The answer is an exact repetition of every entry, with all images left out.
━━━━━ INFORMATION
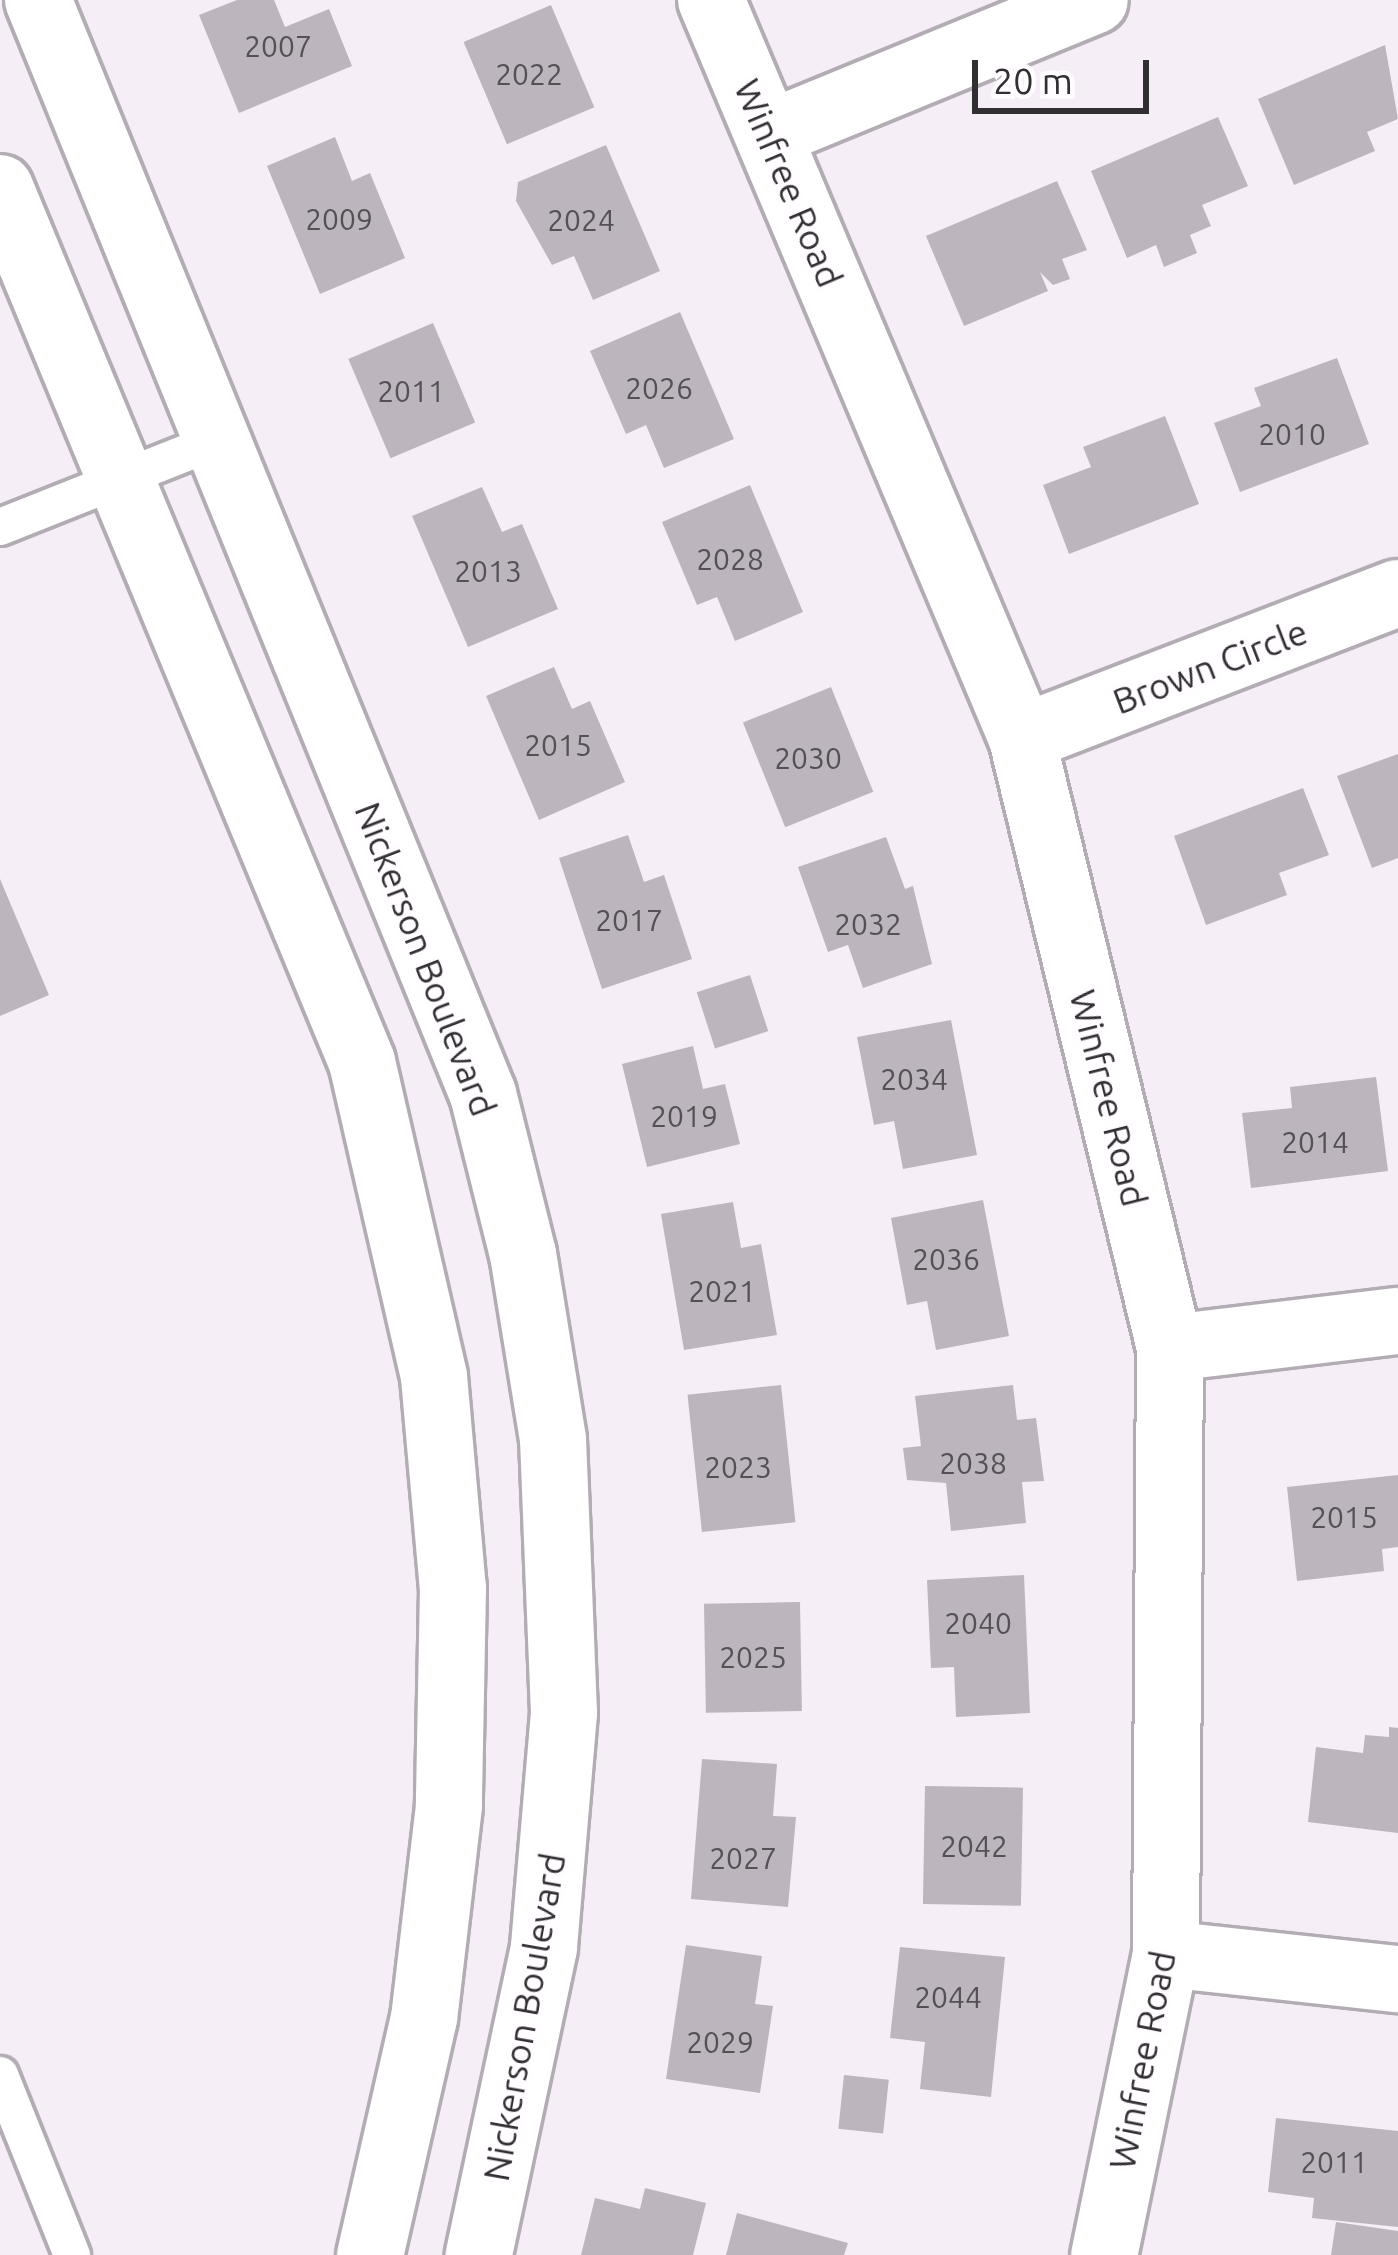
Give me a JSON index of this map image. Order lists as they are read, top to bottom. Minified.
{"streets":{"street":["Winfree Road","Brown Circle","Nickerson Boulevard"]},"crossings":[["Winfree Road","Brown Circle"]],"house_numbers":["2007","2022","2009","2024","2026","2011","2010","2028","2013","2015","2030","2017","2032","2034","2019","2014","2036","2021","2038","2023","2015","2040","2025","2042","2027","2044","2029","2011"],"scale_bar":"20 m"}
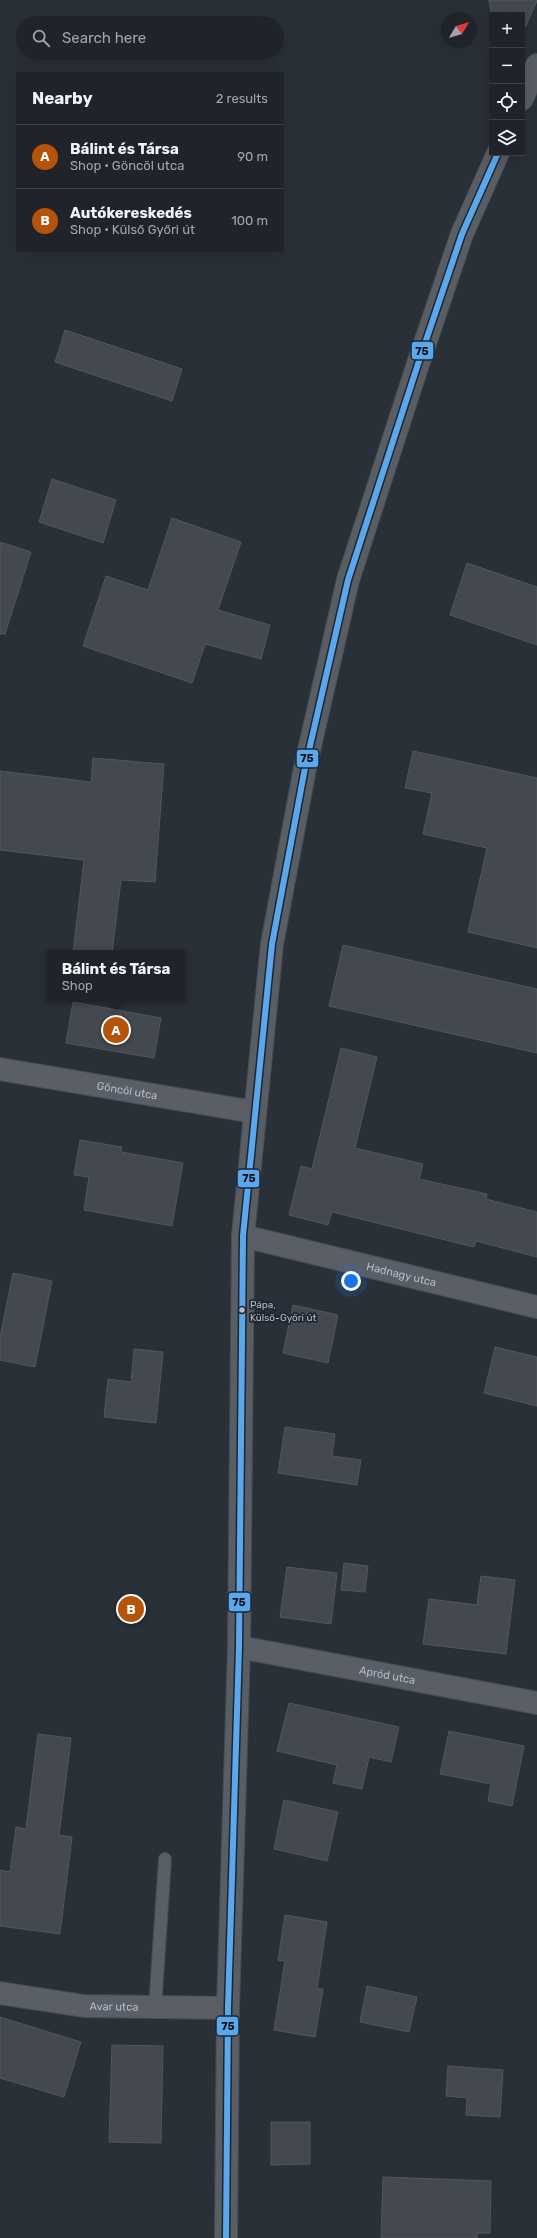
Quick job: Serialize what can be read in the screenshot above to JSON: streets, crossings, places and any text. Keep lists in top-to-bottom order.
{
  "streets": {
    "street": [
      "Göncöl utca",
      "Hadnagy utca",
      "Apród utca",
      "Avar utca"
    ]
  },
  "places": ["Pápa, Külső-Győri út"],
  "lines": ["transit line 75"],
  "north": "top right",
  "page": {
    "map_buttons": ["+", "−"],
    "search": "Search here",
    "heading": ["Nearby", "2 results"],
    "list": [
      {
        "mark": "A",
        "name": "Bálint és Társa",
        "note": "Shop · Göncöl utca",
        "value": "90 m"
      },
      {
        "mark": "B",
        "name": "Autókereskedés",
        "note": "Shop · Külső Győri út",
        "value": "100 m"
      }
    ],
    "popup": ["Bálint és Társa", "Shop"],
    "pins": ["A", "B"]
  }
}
━━━━━━━━━━
## TASK RESPONSE
Give me a JSON index of this map image. Order lists as they are read, top to bottom. Minified.
{"streets":{"street":["Winfree Road","Brown Circle","Nickerson Boulevard"]},"crossings":[["Winfree Road","Brown Circle"]],"house_numbers":["2007","2022","2009","2024","2026","2011","2010","2028","2013","2015","2030","2017","2032","2034","2019","2014","2036","2021","2038","2023","2015","2040","2025","2042","2027","2044","2029","2011"],"scale_bar":"20 m"}
Quick job: Serialize what can be read in the screenshot above to JSON: streets, crossings, places and any text. Keep lists in top-to-bottom order.
{
  "streets": {
    "street": [
      "Göncöl utca",
      "Hadnagy utca",
      "Apród utca",
      "Avar utca"
    ]
  },
  "places": ["Pápa, Külső-Győri út"],
  "lines": ["transit line 75"],
  "north": "top right",
  "page": {
    "map_buttons": ["+", "−"],
    "search": "Search here",
    "heading": ["Nearby", "2 results"],
    "list": [
      {
        "mark": "A",
        "name": "Bálint és Társa",
        "note": "Shop · Göncöl utca",
        "value": "90 m"
      },
      {
        "mark": "B",
        "name": "Autókereskedés",
        "note": "Shop · Külső Győri út",
        "value": "100 m"
      }
    ],
    "popup": ["Bálint és Társa", "Shop"],
    "pins": ["A", "B"]
  }
}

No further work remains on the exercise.